Theoretical Connections Between Convex Optimization and Active Learning
March 27, 2013
Stochastic convex optimization (SCO) under the first order oracle model deals with approximately optimizing a convex function over a convex set, given access to noisy function and gradient values at any point, using as few queries as possible. Active learning of one-dimensional threshold (ALT) classifiers, is a classification problem that deals with approximately locating a "threshold" on a subinterval of the real line (which is a point to the left of which labels are more likely to be negative, and to the right of which labels are more likely to be positive), given access to an oracle that returns these noisy labels, using as few queries as possible.

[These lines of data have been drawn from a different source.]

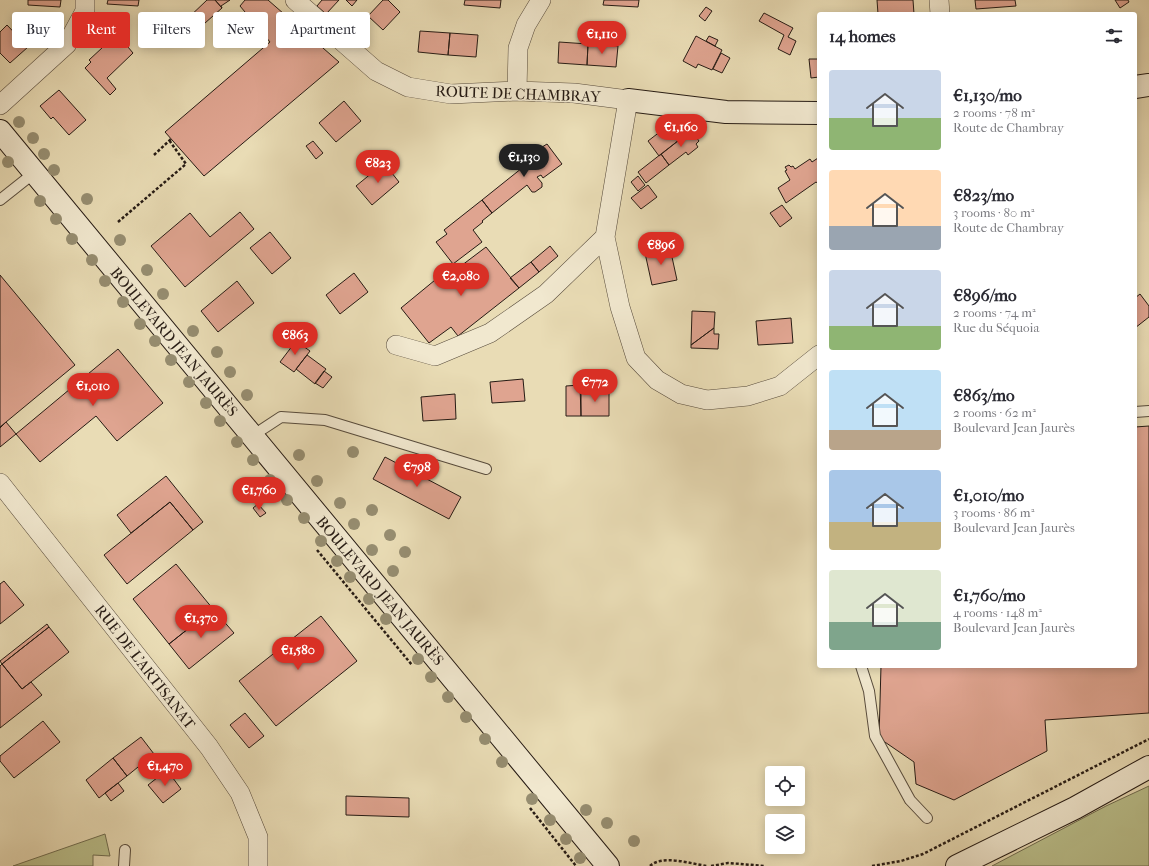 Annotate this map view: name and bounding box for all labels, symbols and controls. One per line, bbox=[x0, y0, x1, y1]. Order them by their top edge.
chip: Buy bbox=[12, 12, 64, 48]
chip: Rent bbox=[72, 12, 130, 48]
chip: Filters bbox=[138, 12, 205, 48]
chip: New bbox=[213, 12, 268, 48]
chip: Apartment bbox=[276, 12, 370, 48]
pin: €1,110 bbox=[569, 21, 635, 55]
icon: filters bbox=[1103, 25, 1125, 47]
text: €1,110 bbox=[586, 26, 618, 41]
text: 14 homes bbox=[829, 26, 896, 46]
street label: ROUTE DE CHAMBRAY bbox=[435, 82, 602, 106]
text: €1,130/mo bbox=[953, 85, 1022, 105]
icon: home bbox=[861, 86, 909, 134]
text: 2 rooms · 78 m² bbox=[953, 105, 1035, 120]
pin: €1,160 bbox=[648, 114, 714, 148]
text: €1,160 bbox=[664, 119, 698, 134]
text: Route de Chambray bbox=[953, 120, 1064, 135]
pin: €1,130 bbox=[491, 144, 557, 178]
text: €1,130 bbox=[508, 149, 540, 164]
pin: €823 bbox=[354, 150, 402, 184]
text: €823 bbox=[365, 155, 391, 170]
text: €823/mo bbox=[953, 185, 1014, 205]
icon: home bbox=[861, 186, 909, 234]
text: 3 rooms · 80 m² bbox=[953, 205, 1034, 220]
text: Route de Chambray bbox=[953, 220, 1064, 235]
pin: €896 bbox=[637, 232, 685, 266]
text: €896 bbox=[647, 237, 675, 252]
pin: €2,080 bbox=[428, 263, 494, 297]
street label: BOULEVARD JEAN JAURÈS bbox=[106, 264, 242, 420]
text: €2,080 bbox=[442, 268, 480, 283]
text: €896/mo bbox=[953, 285, 1017, 305]
icon: home bbox=[861, 286, 909, 334]
text: 2 rooms · 74 m² bbox=[953, 305, 1036, 320]
text: Rue du Séquoia bbox=[953, 320, 1039, 335]
pin: €863 bbox=[271, 322, 319, 356]
text: €863 bbox=[282, 327, 308, 342]
pin: €772 bbox=[571, 369, 619, 403]
pin: €1,010 bbox=[60, 373, 126, 407]
text: €772 bbox=[582, 374, 608, 389]
text: €1,010 bbox=[76, 378, 110, 393]
text: €863/mo bbox=[953, 385, 1015, 405]
icon: home bbox=[861, 386, 909, 434]
text: 2 rooms · 62 m² bbox=[953, 405, 1036, 420]
text: Boulevard Jean Jaurès bbox=[953, 420, 1075, 435]
pin: €798 bbox=[393, 454, 441, 488]
text: €798 bbox=[403, 459, 431, 474]
pin: €1,760 bbox=[226, 477, 292, 511]
text: €1,760 bbox=[242, 482, 276, 497]
text: €1,010/mo bbox=[953, 485, 1024, 505]
icon: home bbox=[861, 486, 909, 534]
text: 3 rooms · 86 m² bbox=[953, 505, 1034, 520]
street label: BOULEVARD JEAN JAURÈS bbox=[312, 513, 448, 669]
text: Boulevard Jean Jaurès bbox=[953, 520, 1075, 535]
text: €1,760/mo bbox=[953, 585, 1025, 605]
icon: home bbox=[861, 586, 909, 634]
street label: RUE DE L'ARTISANAT bbox=[91, 601, 200, 733]
pin: €1,370 bbox=[168, 605, 234, 639]
text: 4 rooms · 148 m² bbox=[953, 605, 1042, 620]
text: €1,370 bbox=[184, 610, 218, 625]
text: Boulevard Jean Jaurès bbox=[953, 620, 1075, 635]
pin: €1,580 bbox=[265, 637, 331, 671]
text: €1,580 bbox=[281, 642, 315, 657]
pin: €1,470 bbox=[132, 753, 198, 787]
text: €1,470 bbox=[147, 758, 183, 773]
map controls bbox=[765, 766, 805, 854]
button: locate bbox=[765, 766, 805, 806]
button: layers bbox=[765, 814, 805, 854]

Exploiting the sequential nature of both problems, we establish a concrete similarity between the "Tsybakov Noise Condition" from ALT theory and "Strong/Uniform Convexity Condition" from SCO theory, and show how information-theoretic lower-bound techniques from ALT can be used to get very similar lower bound rates in SCO (and show these are tight with matching upper bounds). Time permitting, I will also show a kind of algorithmic reduction from SCO to ALT for strongly/uniformly convex functions as well as a new adaptive ALT algorithm, that was inspired from a recent adaptive SCO algorithm.

Part of this work will appear in ICML 2013 ( and part of it is in progress.